• _DIRECTIONS_: The following entries are to be repeated exactly, and the pictures are to be left behind.

-.-.-

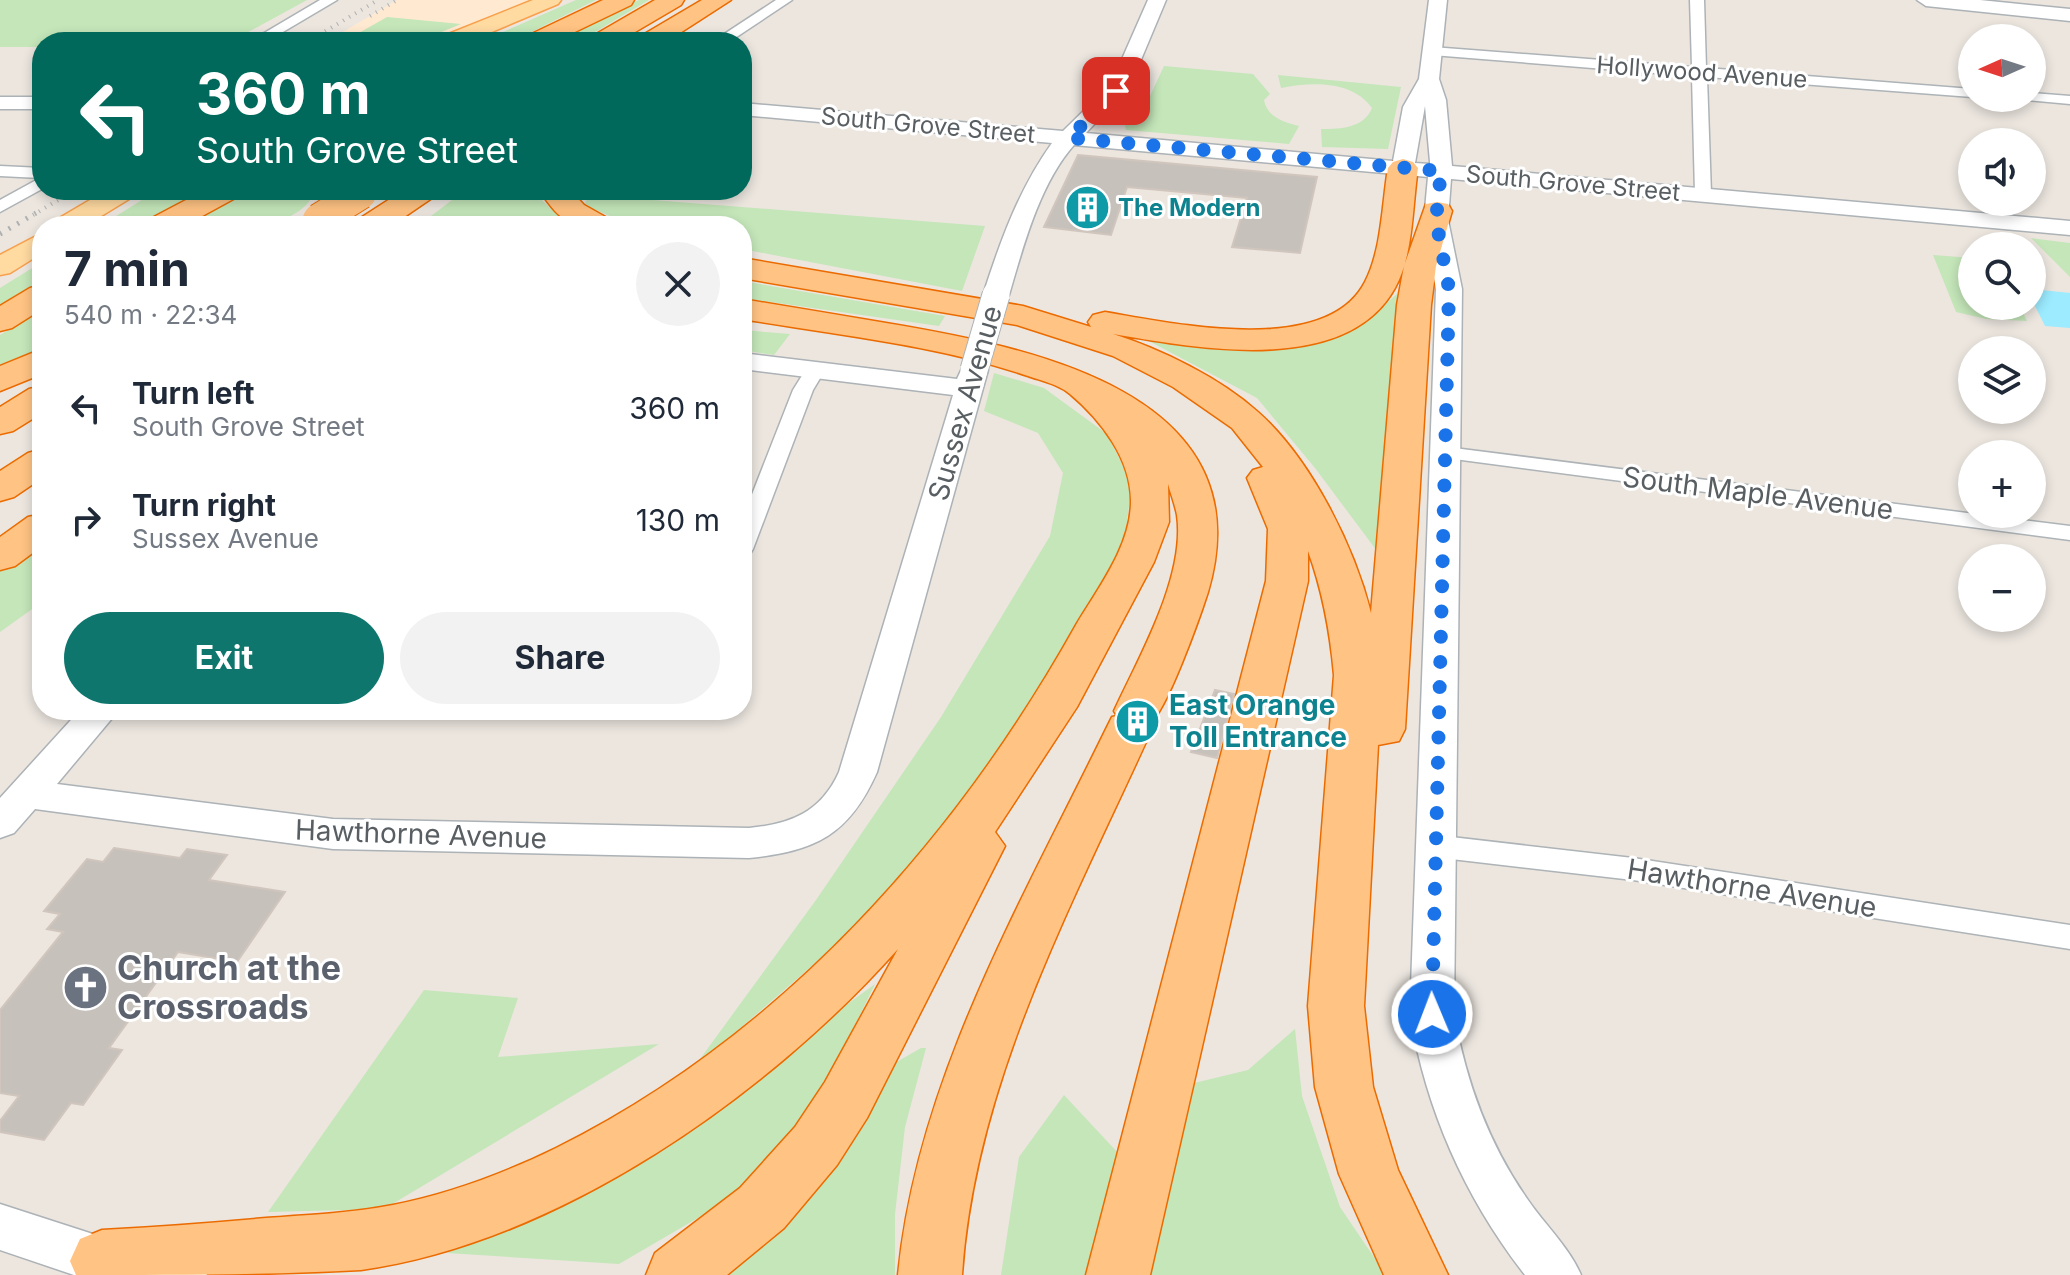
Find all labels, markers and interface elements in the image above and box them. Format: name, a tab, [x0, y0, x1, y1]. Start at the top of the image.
north arrow	[1958, 24, 2046, 112]
map controls	[1958, 24, 2046, 632]
street label: Hollywood Avenue	[1596, 50, 1808, 94]
pin	[1082, 57, 1150, 125]
text: 360 m	[196, 60, 371, 128]
icon: left	[64, 64, 168, 168]
icon: arrive	[1094, 69, 1138, 113]
street label: South Grove Street	[820, 101, 1036, 149]
text: South Grove Street	[196, 128, 518, 172]
button: sound	[1958, 128, 2046, 216]
street label: South Grove Street	[1465, 159, 1681, 207]
building icon: The Modern	[1063, 183, 1111, 231]
place label: The Modern	[1118, 193, 1260, 222]
button: search	[1958, 232, 2046, 320]
text: 7 min	[64, 239, 190, 298]
button: close	[636, 242, 720, 326]
text: 540 m · 22:34	[64, 299, 237, 330]
street label: Sussex Avenue	[921, 302, 1009, 504]
button: layers	[1958, 336, 2046, 424]
text: Turn left	[132, 375, 254, 411]
icon: left	[64, 386, 108, 430]
text: 360 m	[629, 390, 720, 426]
text: South Grove Street	[132, 411, 365, 442]
button: +	[1958, 440, 2046, 528]
street label: South Maple Avenue	[1621, 460, 1895, 526]
text: Turn right	[132, 487, 276, 523]
icon: right	[64, 498, 108, 542]
text: 130 m	[636, 502, 720, 538]
text: Sussex Avenue	[132, 523, 319, 554]
button: −	[1958, 544, 2046, 632]
button: Exit	[64, 612, 384, 704]
button: Share	[400, 612, 720, 704]
place label: East Orange Toll Entrance	[1169, 688, 1347, 754]
building icon: East Orange Toll Entrance	[1114, 697, 1162, 745]
street label: Hawthorne Avenue	[294, 813, 548, 855]
street label: Hawthorne Avenue	[1625, 851, 1879, 925]
place label: Church at the Crossroads	[117, 947, 341, 1027]
church icon: Church at the Crossroads	[62, 963, 110, 1011]
position arrow	[1390, 972, 1474, 1056]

-.-.-

• _COMPLETED TASK_:
Find all labels, markers and interface elements in the image above and box them. Format: name, a tab, [x0, y0, x1, y1]. Start at the top of the image.
north arrow	[1958, 24, 2046, 112]
map controls	[1958, 24, 2046, 632]
street label: Hollywood Avenue	[1596, 50, 1808, 94]
pin	[1082, 57, 1150, 125]
text: 360 m	[196, 60, 371, 128]
icon: left	[64, 64, 168, 168]
icon: arrive	[1094, 69, 1138, 113]
street label: South Grove Street	[820, 101, 1036, 149]
text: South Grove Street	[196, 128, 518, 172]
button: sound	[1958, 128, 2046, 216]
street label: South Grove Street	[1465, 159, 1681, 207]
building icon: The Modern	[1063, 183, 1111, 231]
place label: The Modern	[1118, 193, 1260, 222]
button: search	[1958, 232, 2046, 320]
text: 7 min	[64, 239, 190, 298]
button: close	[636, 242, 720, 326]
text: 540 m · 22:34	[64, 299, 237, 330]
street label: Sussex Avenue	[921, 302, 1009, 504]
button: layers	[1958, 336, 2046, 424]
text: Turn left	[132, 375, 254, 411]
icon: left	[64, 386, 108, 430]
text: 360 m	[629, 390, 720, 426]
text: South Grove Street	[132, 411, 365, 442]
button: +	[1958, 440, 2046, 528]
street label: South Maple Avenue	[1621, 460, 1895, 526]
text: Turn right	[132, 487, 276, 523]
icon: right	[64, 498, 108, 542]
text: 130 m	[636, 502, 720, 538]
text: Sussex Avenue	[132, 523, 319, 554]
button: −	[1958, 544, 2046, 632]
button: Exit	[64, 612, 384, 704]
button: Share	[400, 612, 720, 704]
place label: East Orange Toll Entrance	[1169, 688, 1347, 754]
building icon: East Orange Toll Entrance	[1114, 697, 1162, 745]
street label: Hawthorne Avenue	[294, 813, 548, 855]
street label: Hawthorne Avenue	[1625, 851, 1879, 925]
place label: Church at the Crossroads	[117, 947, 341, 1027]
church icon: Church at the Crossroads	[62, 963, 110, 1011]
position arrow	[1390, 972, 1474, 1056]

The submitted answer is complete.